Indonesia is an attractive destination for Japanese investors wanting to expand their business. With a large population and ever-expanding economy, its consumer market offers significant growth potential for various industries.

An abundance of natural resources including minerals, coal and natural gas offers investors a stable supply chain. Indonesia’s geographically strategic location and relative proximity to Japan also make it ideal for Japanese investors intending to expand their market reach in Southeast Asia and globally.

Policy initiatives

Denny Rahmansyah
Denny Rahmansyah
Partner
SSEK Law Firm
Jakarta
Email: dennyrahmansyah@ssek.com

In recent years, the Indonesian government has significantly emphasised facilitating the entry of foreign investment through various policy initiatives and regulatory reforms.

Current investment policies are largely aimed at strengthening the development of an innovative and technology-based economy, in particular a sustainable green economy and blue economy. Potential investment sectors to promote the green economy include infrastructure, the electric battery-based automotive industry, and the new and renewable energy sectors.

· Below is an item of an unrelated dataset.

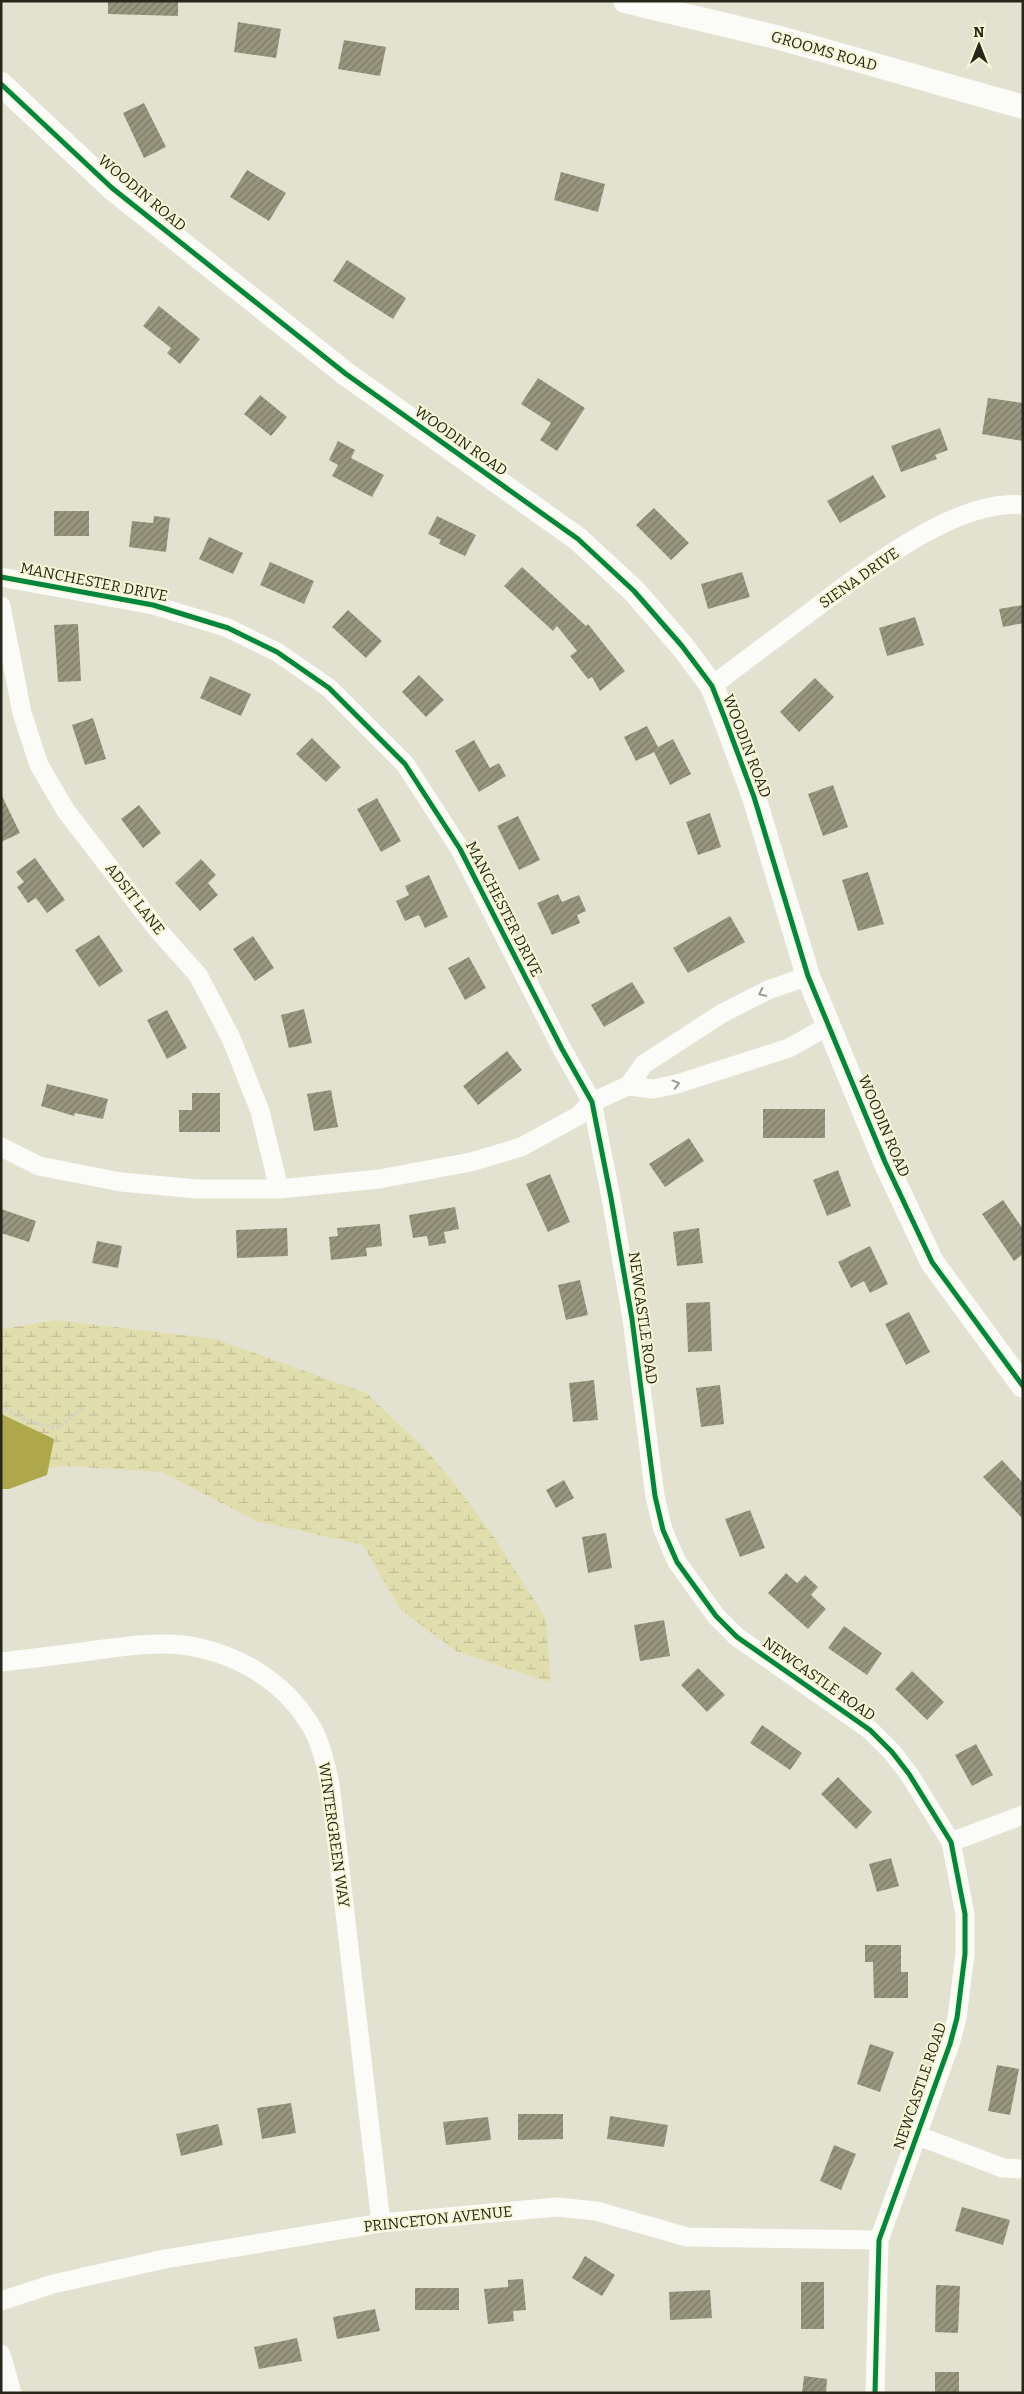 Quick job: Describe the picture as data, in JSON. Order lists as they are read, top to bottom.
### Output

The blue economy is promoted through potential investments in fisheries, marine and coastal resources, as well as coral reef conservation projects.

In addition to promoting a sustainable economy, the government is focusing on transforming its economic structure from primary sector-based to added value-based (downstream). This is being accomplished through the prioritisation of certain investment sectors including export-oriented and labour-intensive industries, renewable energy, infrastructure, the digital economy, and added value activities in the mining industry.

To facilitate the above-mentioned policy initiatives and ease the entry of foreign investment, the government has issued Law No. 11 of 2020 regarding Job Creation, which was revoked and replaced by Government Regulation in Lieu of Law No. 2 of 2022 regarding Job Creation, as stipulated by Law No. 6 of 2023 regarding the Stipulation of Government Regulation in Lieu of Law No. 2 of 2022 regarding Job Creation as Law (Job Creation Law).

The Job Creation Law aims to enhance national competitiveness and attractiveness for investment through economic transformation, as well as to accelerate the national development process, primarily by improving the ease of doing business. Generally, the law reforms investment regulations by streamlining investment-related regulations and simplifying business licensing procedures.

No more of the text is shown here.